ROME – Weeks after its release on HBO, Paolo Sorrentino’s “The New Pope” series is already sparking blowback for the opening scene, during which a group of young nuns dance provocatively in sexy white nighties beneath a giant crucifix in an old monastery in Venice.
Images of the nuns gyrating to flashing strobe lights and club music beneath the fluorescent crucifix have gone viral, but they hit a sour note with the Patriarch Francesco Moraglia of Venice.
In a Jan. 13 statement issued by Father Gianmatteo Caputo, who is in charge of cultural heritage for the Venice patriarchate, the priest called the scene “offensive” and “lacking a narrative context that justifies the reason and the content.”
Released Jan. 10 on Italian station Sky Atlantic, the series is a follow-up to 2016’s “The Young Pope,” which starred Jude Law as Pius XIII. In the new series, John Malkovich plays the role of a titular pope that takes office as John Paul III after Law’s character enters a coma following a heart attack.

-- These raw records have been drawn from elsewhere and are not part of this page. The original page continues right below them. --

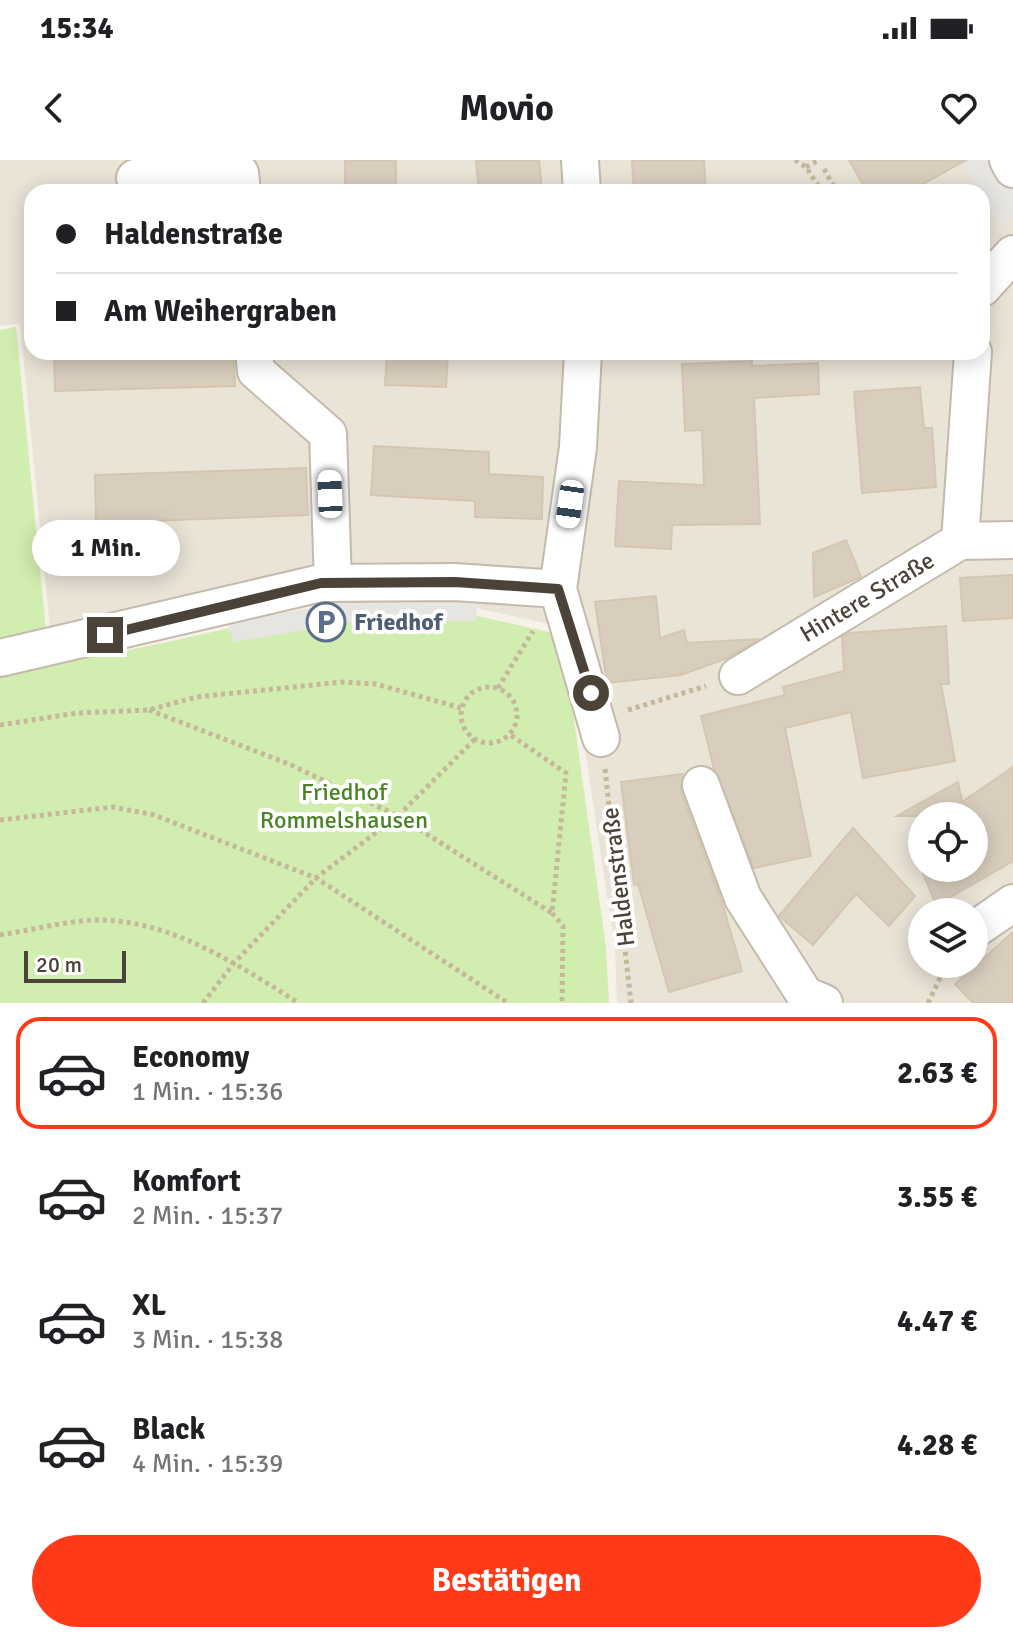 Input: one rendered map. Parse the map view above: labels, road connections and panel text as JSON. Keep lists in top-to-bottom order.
{
  "streets": {
    "street": ["Hintere Straße"],
    "path": ["Haldenstraße"]
  },
  "parks": ["Friedhof Rommelshausen"],
  "places": {
    "parking": ["Friedhof"]
  },
  "scale_bar": "20 m",
  "page": {
    "status": "15:34",
    "header": "Movio",
    "banner": ["Haldenstraße", "Am Weihergraben"],
    "bubble": "1 Min.",
    "scale": "20 m",
    "list": [
      {
        "name": "Economy",
        "note": "1 Min. · 15:36",
        "value": "2.63 €"
      },
      {
        "name": "Komfort",
        "note": "2 Min. · 15:37",
        "value": "3.55 €"
      },
      {
        "name": "XL",
        "note": "3 Min. · 15:38",
        "value": "4.47 €"
      },
      {
        "name": "Black",
        "note": "4 Min. · 15:39",
        "value": "4.28 €"
      }
    ],
    "buttons": "Bestätigen"
  }
}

Caputo acknowledged that the series is “fantasy” and that Sorrentino, known for his theatrical visuals, orchestrated the scene as he did “to provoke controversial, at times irreverent and provocative, reactions.”
However, rather than employing a respectful creativity for the opening scene, “what is offered to the viewers is only a shot similar to a music video made in a fundamental place of history and monastic tradition in Venice,” he said, adding that the monastery was “transformed into a sort of stage for a dance with winking and allusive content, placed under the Christian symbol par excellence, the cross.”

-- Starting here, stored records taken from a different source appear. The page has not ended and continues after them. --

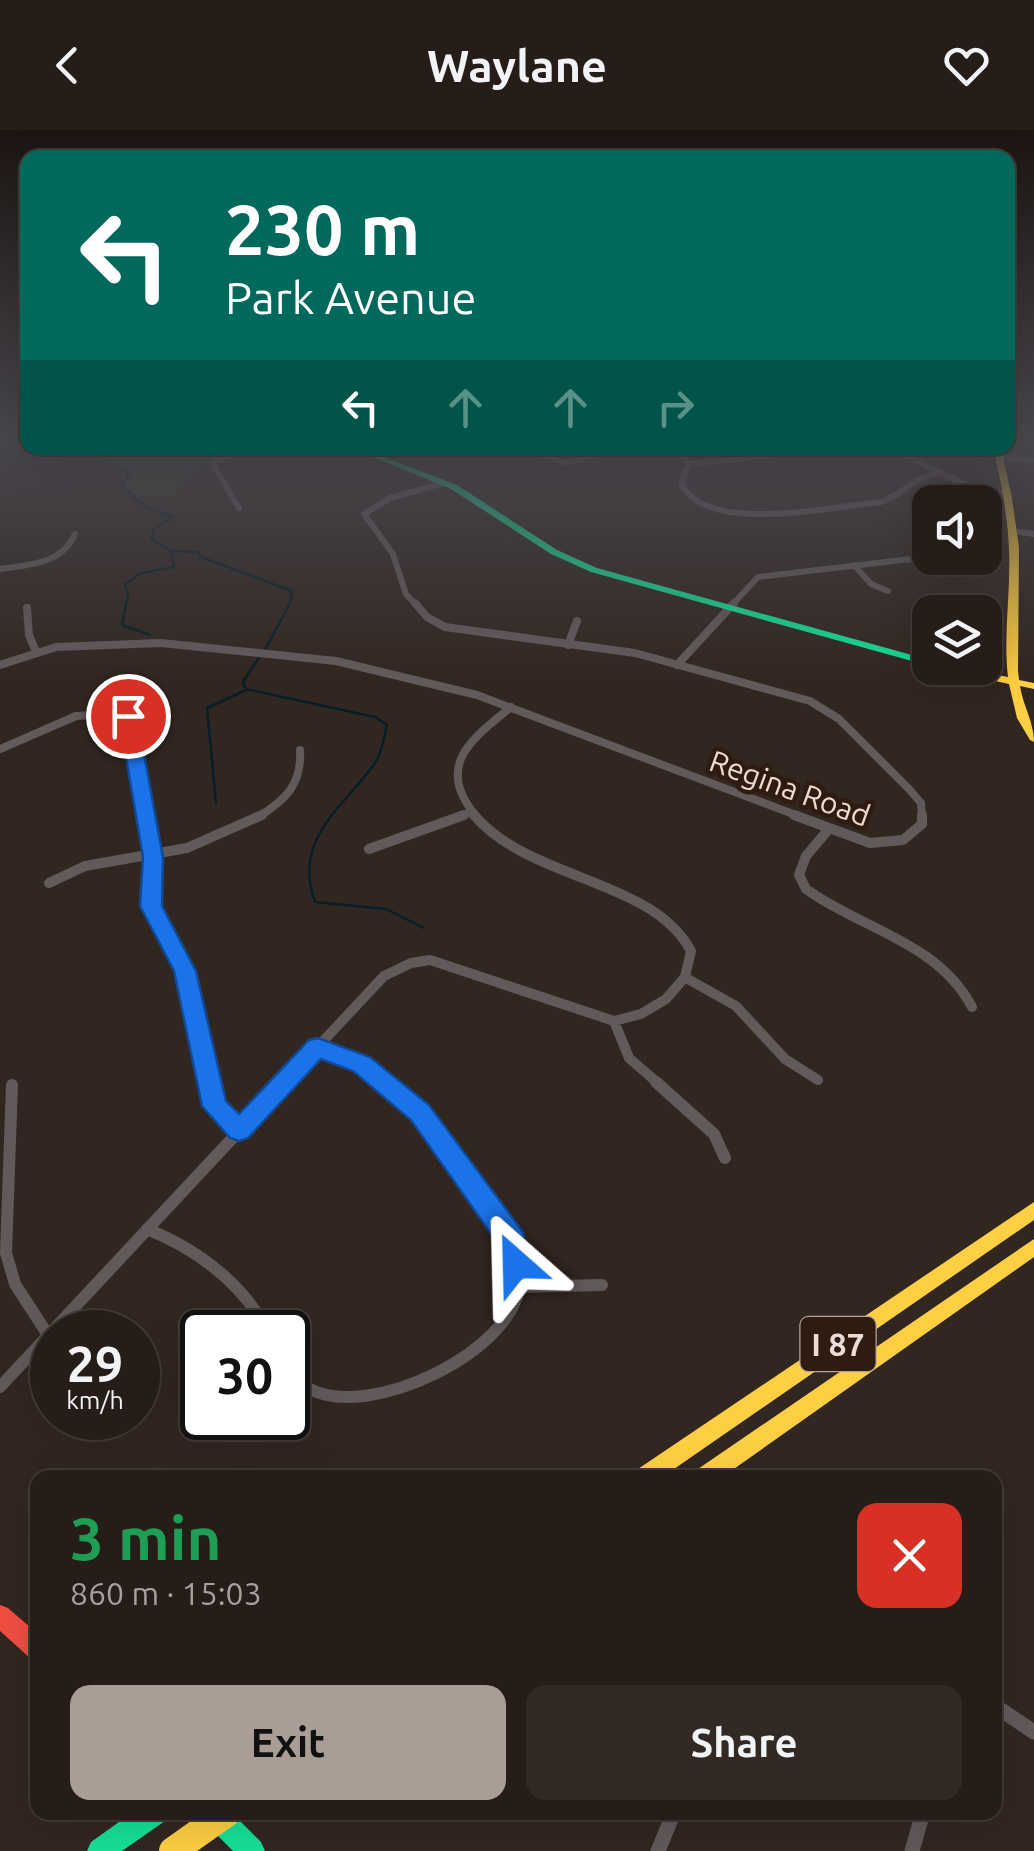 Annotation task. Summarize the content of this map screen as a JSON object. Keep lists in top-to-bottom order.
{
  "streets": {
    "main road": ["I 87"],
    "street": ["Regina Road"]
  },
  "page": {
    "header": "Waylane",
    "turn": ["230 m", "Park Avenue"],
    "speed": "29 km/h",
    "limit": "30",
    "heading": ["3 min", "860 m · 15:03"],
    "buttons": ["Exit", "Share"]
  }
}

“We are faced with an episode which offends and profanes the reference to the symbol of the cross and which is inappropriate because it is based on the free will to provoke and cause reaction,” Caputo said, adding that in his evaluation, it’s not worth it to both with censorship.
Instead, he urged viewers to ignore the scene so as not to cause a reaction, which is the directors’ aim.
“It would have been advisable,” Caputo said, “not to allow the use of that space of high historical and symbolic value for filming.”